Au vu de ce qui précède, la bonne foi du recourant devant être niée, il n'y a pas lieu d'examiner la réalisation de la seconde condition prévue par l'art. 28 al. 2 LPCFam, soit que la restitution de la somme indûment perçue le mettrait dans une situation difficile. C’est à juste titre que l’autorité intimée a refusé d’accorder la remise demandée.

3.                      Les considérants qui précèdent conduisent au rejet du recours et à la confirmation de la décision attaquée. Le présent arrêt est rendu sans frais, la procédure dans les affaires de prestations sociales étant gratuite (art. 4 al. 3 du tarif du 28 avril 2015 des frais judiciaires et des dépens en matière administrative [TFJDA; BLV 173.36.5.1]). Il n'y a pas lieu d’allouer de dépens.


 

Par ces motifs
la Cour de droit administratif et public

du Tribunal cantonal
arrête :

I.                       Le recours est rejeté.

II.                      La décision du Service social de Lausanne, Direction des sports et de la cohésion sociale, du 29 avril 2024 est confirmée.

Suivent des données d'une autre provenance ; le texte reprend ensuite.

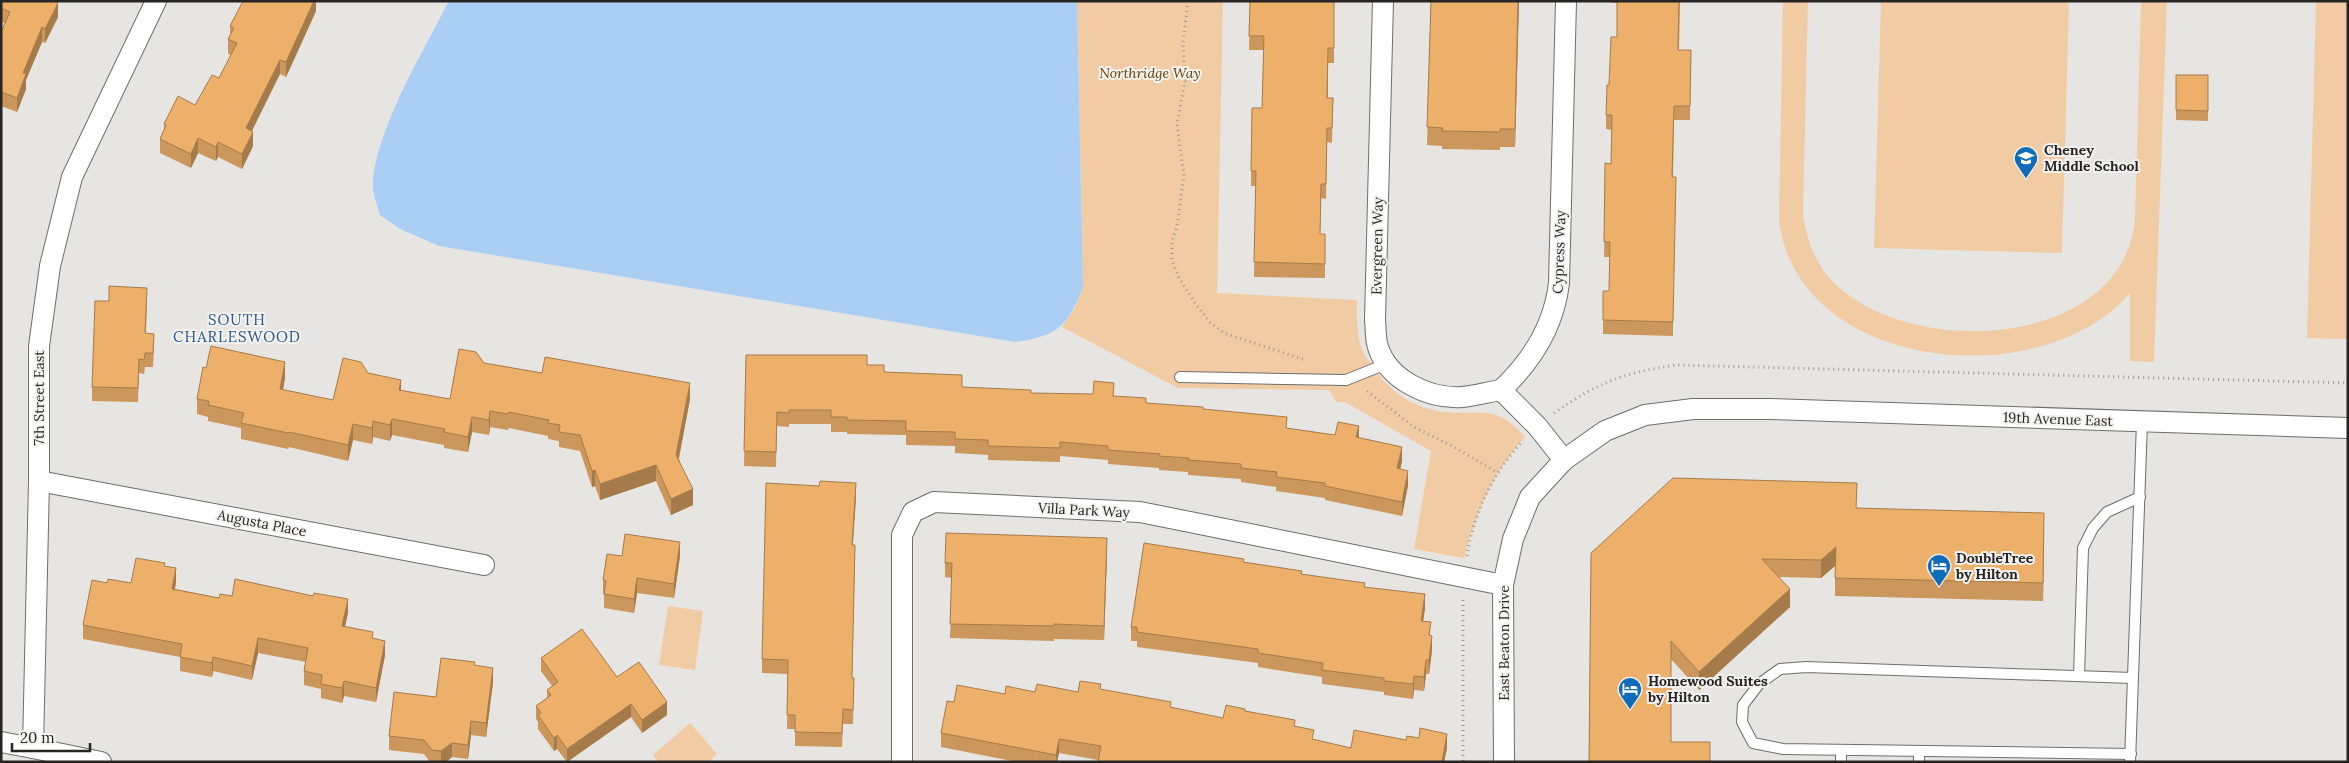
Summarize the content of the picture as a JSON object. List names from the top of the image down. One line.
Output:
{"streets":{"street":["Evergreen Way","Cypress Way","7th Street East","19th Avenue East","Villa Park Way","Augusta Place","East Beaton Drive"]},"crossings":[["Evergreen Way","Cypress Way"],["7th Street East","Augusta Place"],["19th Avenue East","East Beaton Drive"],["Villa Park Way","East Beaton Drive"]],"districts":["SOUTH CHARLESWOOD"],"parks":["Northridge Way"],"places":{"school or university":["Cheney Middle School"],"hotel":["DoubleTree by Hilton","Homewood Suites by Hilton"]},"scale_bar":"20 m"}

III.                    Il n’est pas perçu de frais judiciaires, ni alloué de dépens.

Lausanne, le 4 novembre 2024

 

La présidente:                                                                                                La greffière:


                                                                                                                 

Le présent arrêt est communiqué aux participants à la procédure.

 

Il peut faire l'objet, dans les trente jours suivant sa notification, d'un recours au Tribunal fédéral (Tribunal fédéral suisse, Schweizerhofquai 6, 6004 Lucerne). Le recours s'exerce conformément aux articles 40 ss et 95 ss de la loi du 17 juin 2005 sur le Tribunal fédéral (LTF - RS 173.110). Il doit être rédigé dans une langue officielle, indiquer les conclusions, les motifs et les moyens de preuve, et être signé. Les motifs doivent exposer succinctement en quoi l’acte attaqué viole le droit. Les pièces invoquées comme moyens de preuve doivent être jointes au mémoire, pour autant qu’elles soient en mains de la partie ; il en va de même de la décision attaquée.